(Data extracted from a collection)
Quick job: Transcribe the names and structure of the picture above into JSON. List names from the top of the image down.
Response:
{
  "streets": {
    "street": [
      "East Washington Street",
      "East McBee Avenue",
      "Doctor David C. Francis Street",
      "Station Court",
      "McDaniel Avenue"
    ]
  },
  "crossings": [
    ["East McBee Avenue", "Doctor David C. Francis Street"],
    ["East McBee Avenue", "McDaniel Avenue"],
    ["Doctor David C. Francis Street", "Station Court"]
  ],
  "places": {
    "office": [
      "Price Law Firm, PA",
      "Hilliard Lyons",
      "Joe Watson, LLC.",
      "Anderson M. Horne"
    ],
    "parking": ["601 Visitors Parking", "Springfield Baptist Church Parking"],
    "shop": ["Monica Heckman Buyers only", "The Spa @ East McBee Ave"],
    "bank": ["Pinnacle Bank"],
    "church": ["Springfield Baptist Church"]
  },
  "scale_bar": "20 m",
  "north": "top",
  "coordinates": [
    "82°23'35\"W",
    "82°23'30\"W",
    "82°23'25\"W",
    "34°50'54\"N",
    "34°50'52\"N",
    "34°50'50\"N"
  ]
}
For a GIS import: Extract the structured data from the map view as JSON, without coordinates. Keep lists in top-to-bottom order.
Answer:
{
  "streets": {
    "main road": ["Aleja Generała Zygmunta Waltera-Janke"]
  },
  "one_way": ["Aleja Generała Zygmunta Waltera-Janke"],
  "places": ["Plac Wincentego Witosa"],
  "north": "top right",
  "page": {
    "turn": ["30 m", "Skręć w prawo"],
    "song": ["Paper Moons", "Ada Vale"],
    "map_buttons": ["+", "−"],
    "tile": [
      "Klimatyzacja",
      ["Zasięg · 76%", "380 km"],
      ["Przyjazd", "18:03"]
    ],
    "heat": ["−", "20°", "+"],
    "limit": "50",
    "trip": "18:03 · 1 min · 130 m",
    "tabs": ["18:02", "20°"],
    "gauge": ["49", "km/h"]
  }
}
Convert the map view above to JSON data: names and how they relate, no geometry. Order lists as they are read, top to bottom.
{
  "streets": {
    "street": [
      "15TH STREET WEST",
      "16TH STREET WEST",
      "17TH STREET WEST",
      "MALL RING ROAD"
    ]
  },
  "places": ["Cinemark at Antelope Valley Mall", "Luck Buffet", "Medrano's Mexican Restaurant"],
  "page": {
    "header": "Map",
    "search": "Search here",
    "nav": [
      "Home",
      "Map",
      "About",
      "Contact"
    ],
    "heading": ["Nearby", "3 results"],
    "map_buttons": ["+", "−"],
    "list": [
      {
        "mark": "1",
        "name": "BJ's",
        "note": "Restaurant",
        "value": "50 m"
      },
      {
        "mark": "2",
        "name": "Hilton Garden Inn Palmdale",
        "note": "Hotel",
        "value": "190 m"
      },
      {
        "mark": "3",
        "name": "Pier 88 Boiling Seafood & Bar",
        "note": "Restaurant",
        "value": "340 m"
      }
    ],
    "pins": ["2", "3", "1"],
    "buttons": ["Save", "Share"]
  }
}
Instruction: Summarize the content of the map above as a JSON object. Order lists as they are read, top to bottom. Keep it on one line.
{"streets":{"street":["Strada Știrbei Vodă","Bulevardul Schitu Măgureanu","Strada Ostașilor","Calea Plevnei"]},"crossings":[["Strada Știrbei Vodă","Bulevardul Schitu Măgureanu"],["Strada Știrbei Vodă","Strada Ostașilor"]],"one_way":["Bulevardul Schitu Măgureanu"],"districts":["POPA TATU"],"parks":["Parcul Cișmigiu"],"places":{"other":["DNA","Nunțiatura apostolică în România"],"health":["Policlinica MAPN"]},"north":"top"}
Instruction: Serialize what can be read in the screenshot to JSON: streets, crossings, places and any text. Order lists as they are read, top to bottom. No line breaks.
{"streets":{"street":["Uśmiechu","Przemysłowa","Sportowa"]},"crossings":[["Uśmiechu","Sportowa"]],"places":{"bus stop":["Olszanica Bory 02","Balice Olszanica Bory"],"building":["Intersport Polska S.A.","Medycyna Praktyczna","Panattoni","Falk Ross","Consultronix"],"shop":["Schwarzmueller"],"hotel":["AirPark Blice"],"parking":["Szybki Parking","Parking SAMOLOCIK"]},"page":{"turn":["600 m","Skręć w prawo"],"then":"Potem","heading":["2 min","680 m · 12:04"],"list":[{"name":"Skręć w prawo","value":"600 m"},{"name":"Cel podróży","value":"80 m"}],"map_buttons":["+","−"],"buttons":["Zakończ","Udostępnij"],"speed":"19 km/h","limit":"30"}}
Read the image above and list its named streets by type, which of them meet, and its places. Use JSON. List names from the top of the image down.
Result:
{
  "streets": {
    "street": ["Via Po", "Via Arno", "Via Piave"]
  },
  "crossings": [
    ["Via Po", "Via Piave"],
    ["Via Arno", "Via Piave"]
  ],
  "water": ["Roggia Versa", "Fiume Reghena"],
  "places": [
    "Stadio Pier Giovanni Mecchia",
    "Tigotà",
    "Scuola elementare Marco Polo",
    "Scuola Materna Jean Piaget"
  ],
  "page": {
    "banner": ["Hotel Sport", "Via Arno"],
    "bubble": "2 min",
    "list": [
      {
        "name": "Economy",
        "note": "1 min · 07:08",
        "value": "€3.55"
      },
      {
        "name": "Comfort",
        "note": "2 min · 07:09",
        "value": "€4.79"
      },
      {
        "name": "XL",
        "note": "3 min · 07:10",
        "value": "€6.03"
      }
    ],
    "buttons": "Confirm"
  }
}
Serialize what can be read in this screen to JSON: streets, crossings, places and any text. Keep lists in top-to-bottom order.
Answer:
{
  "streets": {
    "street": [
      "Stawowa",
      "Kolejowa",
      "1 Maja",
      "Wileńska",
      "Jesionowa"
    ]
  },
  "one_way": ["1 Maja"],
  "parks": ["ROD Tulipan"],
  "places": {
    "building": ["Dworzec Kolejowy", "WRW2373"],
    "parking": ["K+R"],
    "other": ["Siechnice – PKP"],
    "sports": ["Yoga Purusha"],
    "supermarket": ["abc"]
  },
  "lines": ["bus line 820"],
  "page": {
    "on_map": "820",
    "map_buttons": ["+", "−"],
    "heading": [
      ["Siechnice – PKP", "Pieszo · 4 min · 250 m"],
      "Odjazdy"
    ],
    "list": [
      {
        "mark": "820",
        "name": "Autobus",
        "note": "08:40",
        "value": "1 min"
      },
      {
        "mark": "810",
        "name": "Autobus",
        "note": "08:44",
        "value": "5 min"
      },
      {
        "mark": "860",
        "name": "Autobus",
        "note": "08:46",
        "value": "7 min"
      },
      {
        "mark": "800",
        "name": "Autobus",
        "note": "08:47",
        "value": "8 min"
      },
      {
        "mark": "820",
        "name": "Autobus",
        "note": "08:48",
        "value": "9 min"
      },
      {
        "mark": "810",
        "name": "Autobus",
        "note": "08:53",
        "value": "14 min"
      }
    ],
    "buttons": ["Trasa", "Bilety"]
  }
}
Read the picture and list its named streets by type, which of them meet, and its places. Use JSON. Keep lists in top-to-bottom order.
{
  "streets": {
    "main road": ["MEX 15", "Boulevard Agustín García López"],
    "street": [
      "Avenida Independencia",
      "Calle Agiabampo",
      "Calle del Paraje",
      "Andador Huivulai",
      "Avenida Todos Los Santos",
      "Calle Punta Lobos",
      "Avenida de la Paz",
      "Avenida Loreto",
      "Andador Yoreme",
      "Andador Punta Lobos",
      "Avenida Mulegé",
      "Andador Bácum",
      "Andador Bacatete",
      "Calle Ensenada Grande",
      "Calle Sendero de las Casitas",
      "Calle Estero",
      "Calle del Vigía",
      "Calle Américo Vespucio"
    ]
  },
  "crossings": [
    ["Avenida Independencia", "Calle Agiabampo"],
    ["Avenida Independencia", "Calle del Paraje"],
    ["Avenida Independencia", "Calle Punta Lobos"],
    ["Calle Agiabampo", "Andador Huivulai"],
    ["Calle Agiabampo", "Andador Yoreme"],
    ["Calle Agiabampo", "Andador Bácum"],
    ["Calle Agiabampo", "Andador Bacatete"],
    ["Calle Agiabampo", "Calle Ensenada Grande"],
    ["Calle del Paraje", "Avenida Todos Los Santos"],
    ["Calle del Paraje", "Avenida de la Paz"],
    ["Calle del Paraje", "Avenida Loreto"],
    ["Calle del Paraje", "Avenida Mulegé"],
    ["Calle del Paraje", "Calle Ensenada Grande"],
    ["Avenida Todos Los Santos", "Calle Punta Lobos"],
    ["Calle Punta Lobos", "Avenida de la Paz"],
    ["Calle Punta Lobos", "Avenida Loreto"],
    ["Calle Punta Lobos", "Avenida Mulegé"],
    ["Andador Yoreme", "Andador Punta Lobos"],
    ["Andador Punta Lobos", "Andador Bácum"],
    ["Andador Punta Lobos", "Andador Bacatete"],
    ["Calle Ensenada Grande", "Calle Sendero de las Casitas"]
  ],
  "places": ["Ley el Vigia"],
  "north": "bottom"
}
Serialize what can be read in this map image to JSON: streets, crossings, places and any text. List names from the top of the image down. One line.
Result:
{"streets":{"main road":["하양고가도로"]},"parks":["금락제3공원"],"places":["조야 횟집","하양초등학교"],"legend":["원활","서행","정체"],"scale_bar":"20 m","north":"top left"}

_WORK ORDER_
Where the string "this" turns up in a line of the data above, copy that whole line.

_ANSWER_
Serialize what can be read in this screen to JSON: streets, crossings, places and any text. Keep lists in top-to-bottom order.
Serialize what can be read in this map image to JSON: streets, crossings, places and any text. List names from the top of the image down. One line.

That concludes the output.